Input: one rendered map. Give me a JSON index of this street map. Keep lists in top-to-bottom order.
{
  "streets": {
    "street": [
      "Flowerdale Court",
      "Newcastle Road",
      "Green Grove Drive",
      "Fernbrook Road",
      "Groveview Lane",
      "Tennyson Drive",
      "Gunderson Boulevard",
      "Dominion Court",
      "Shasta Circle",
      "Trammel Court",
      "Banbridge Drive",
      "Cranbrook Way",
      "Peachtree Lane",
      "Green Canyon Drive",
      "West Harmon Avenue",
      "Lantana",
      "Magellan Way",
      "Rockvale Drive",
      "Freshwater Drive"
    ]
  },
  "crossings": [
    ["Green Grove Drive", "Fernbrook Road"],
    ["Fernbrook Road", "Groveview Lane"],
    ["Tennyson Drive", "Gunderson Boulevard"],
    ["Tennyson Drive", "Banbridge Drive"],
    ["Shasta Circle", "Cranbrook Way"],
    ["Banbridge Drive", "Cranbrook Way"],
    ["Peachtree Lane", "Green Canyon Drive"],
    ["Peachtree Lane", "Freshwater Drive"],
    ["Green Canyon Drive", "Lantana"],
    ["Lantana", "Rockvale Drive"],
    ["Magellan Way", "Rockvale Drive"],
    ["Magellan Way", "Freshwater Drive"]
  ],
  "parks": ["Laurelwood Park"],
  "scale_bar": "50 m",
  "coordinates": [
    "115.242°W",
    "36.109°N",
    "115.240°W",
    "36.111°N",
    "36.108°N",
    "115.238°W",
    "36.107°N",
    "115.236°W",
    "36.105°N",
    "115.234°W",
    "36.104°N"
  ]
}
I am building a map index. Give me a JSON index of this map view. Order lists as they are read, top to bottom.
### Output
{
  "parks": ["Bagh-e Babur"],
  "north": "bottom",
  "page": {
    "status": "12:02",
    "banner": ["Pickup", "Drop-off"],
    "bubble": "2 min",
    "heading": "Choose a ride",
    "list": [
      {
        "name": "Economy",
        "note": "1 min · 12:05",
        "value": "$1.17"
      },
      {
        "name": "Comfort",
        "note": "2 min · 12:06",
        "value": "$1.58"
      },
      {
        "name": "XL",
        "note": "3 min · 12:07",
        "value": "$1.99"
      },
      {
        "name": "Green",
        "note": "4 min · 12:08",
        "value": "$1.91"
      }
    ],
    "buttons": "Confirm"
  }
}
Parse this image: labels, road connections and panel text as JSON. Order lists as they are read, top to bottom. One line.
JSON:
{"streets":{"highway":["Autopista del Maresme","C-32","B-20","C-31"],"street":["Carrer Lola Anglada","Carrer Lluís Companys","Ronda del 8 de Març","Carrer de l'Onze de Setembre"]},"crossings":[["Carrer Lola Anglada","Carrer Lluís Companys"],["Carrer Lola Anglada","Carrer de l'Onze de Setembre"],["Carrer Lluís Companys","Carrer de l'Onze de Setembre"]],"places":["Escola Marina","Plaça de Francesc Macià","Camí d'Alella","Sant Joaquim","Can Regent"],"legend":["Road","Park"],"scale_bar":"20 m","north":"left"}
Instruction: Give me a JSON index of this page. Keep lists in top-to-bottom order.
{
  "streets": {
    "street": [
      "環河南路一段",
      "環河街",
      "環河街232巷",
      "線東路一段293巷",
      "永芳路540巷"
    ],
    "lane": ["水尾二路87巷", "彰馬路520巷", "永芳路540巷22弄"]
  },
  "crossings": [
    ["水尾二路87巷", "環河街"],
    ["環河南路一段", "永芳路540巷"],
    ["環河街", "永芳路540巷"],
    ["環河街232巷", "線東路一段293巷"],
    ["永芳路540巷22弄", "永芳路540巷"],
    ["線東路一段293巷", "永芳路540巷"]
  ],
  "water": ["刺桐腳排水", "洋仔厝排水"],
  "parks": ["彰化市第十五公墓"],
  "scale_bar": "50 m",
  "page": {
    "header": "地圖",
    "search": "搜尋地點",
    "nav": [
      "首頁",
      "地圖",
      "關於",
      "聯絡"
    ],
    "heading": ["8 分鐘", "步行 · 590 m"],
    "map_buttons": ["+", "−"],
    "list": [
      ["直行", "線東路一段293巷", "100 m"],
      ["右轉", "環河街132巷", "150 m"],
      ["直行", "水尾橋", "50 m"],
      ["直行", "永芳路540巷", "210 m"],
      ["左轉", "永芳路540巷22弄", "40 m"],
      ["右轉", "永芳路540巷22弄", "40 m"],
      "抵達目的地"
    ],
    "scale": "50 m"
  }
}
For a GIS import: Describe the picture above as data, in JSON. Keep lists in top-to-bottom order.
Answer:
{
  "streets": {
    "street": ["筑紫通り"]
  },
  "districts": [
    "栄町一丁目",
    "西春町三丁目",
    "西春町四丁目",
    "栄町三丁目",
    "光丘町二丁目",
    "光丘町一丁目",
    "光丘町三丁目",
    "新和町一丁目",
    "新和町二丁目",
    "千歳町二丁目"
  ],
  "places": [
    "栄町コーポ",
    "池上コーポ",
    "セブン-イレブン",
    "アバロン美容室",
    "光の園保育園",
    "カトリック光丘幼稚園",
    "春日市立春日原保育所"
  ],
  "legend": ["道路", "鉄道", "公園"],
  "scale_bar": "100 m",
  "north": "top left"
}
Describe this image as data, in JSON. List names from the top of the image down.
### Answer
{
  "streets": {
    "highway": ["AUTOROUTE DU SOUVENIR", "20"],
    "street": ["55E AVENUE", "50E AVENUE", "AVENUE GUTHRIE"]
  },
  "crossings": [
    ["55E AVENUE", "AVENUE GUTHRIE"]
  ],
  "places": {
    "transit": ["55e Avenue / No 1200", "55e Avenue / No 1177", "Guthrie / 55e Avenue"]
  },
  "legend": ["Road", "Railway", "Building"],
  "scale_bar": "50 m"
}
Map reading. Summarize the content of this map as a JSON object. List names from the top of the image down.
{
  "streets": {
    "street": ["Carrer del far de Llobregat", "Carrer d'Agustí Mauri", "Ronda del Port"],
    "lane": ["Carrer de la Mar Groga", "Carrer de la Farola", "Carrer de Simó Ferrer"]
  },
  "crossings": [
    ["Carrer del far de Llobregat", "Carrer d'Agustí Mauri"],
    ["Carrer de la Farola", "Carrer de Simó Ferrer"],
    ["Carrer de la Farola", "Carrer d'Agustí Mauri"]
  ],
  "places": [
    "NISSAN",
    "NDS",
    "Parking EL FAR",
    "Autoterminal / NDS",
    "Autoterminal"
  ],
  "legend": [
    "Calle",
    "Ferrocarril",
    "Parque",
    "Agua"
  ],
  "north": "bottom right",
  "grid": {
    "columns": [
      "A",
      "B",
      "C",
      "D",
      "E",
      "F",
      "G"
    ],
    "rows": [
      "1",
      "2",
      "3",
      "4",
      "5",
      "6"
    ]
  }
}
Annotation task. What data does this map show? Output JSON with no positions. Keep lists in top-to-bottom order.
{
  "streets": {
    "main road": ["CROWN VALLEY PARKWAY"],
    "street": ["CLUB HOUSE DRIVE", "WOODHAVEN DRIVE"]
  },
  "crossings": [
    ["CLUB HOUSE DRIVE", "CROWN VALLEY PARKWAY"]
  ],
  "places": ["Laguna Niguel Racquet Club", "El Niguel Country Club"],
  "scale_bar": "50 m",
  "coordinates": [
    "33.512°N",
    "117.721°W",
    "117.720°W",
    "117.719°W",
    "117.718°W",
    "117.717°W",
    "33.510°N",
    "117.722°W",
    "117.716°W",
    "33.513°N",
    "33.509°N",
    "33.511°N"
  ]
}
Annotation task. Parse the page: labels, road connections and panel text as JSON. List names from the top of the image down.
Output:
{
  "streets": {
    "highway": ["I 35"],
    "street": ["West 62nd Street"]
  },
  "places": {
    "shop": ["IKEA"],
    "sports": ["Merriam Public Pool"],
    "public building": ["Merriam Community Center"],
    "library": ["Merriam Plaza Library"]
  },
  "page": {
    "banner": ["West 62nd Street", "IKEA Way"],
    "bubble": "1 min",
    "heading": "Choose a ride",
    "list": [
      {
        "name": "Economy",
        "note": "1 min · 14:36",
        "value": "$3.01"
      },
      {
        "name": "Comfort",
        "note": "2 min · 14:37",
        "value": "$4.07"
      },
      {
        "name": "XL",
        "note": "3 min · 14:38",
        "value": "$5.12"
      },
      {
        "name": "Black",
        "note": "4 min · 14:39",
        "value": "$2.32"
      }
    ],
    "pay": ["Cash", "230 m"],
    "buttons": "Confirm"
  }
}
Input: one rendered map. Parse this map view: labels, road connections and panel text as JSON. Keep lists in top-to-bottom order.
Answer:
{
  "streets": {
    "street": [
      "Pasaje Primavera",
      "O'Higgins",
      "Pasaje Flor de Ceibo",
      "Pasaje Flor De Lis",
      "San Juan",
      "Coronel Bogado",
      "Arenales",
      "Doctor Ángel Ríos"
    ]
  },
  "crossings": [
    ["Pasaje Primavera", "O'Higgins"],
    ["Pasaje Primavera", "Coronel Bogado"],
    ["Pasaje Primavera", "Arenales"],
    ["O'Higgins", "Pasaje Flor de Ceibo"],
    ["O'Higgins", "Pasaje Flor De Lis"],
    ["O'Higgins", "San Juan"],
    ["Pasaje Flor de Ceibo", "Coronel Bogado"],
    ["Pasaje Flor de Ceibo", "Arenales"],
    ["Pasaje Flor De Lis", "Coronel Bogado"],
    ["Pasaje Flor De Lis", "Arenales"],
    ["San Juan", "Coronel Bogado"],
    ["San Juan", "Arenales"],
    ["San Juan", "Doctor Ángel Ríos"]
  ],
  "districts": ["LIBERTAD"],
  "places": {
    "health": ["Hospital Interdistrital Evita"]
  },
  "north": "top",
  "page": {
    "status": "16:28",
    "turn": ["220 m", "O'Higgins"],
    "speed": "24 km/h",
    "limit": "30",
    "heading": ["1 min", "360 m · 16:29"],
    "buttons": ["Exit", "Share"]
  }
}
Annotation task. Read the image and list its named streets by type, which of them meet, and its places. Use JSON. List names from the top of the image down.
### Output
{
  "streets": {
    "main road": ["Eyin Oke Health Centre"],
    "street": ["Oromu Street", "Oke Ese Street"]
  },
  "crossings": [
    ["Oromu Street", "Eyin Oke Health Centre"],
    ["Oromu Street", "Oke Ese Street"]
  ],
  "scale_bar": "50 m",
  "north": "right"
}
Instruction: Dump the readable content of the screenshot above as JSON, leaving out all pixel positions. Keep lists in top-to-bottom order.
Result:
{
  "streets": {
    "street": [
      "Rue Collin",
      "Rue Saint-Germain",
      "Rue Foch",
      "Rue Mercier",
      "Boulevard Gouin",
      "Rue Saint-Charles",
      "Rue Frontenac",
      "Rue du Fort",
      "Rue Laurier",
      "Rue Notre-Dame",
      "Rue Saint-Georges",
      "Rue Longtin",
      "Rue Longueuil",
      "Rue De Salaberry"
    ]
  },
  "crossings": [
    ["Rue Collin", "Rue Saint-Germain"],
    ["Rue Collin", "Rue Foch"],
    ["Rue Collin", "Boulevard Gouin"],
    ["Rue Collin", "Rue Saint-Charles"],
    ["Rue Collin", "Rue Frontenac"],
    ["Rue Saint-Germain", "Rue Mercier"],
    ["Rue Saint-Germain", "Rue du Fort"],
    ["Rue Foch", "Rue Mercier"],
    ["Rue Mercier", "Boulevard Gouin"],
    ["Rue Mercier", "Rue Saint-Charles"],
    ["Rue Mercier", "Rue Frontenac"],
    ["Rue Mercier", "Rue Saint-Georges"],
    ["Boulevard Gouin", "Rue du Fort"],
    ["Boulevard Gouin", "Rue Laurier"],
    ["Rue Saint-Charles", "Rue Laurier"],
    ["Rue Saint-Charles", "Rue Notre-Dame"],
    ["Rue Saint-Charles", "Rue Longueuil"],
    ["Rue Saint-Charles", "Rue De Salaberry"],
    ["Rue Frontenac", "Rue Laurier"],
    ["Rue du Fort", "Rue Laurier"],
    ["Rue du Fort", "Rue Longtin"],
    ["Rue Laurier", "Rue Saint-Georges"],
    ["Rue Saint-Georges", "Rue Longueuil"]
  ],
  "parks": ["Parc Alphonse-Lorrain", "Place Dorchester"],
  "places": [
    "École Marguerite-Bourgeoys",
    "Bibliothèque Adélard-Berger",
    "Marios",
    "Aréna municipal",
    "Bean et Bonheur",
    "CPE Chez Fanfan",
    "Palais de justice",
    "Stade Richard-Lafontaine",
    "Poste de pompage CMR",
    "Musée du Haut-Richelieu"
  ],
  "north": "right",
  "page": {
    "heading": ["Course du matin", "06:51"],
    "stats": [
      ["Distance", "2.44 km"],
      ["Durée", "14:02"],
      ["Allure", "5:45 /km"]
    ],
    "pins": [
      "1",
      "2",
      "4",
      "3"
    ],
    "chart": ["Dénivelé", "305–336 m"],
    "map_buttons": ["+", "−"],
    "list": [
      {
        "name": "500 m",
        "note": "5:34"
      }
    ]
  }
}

- - -

◆ Work to be completed
Print, from the entries above, the line with "Annotation task. Read", the line with "Instruction: Dump the" and all lines between them, exactly and with nothing else.

◆ Response area
Annotation task. Read the image and list its named streets by type, which of them meet, and its places. Use JSON. List names from the top of the image down.
### Output
{
  "streets": {
    "main road": ["Eyin Oke Health Centre"],
    "street": ["Oromu Street", "Oke Ese Street"]
  },
  "crossings": [
    ["Oromu Street", "Eyin Oke Health Centre"],
    ["Oromu Street", "Oke Ese Street"]
  ],
  "scale_bar": "50 m",
  "north": "right"
}
Instruction: Dump the readable content of the screenshot above as JSON, leaving out all pixel positions. Keep lists in top-to-bottom order.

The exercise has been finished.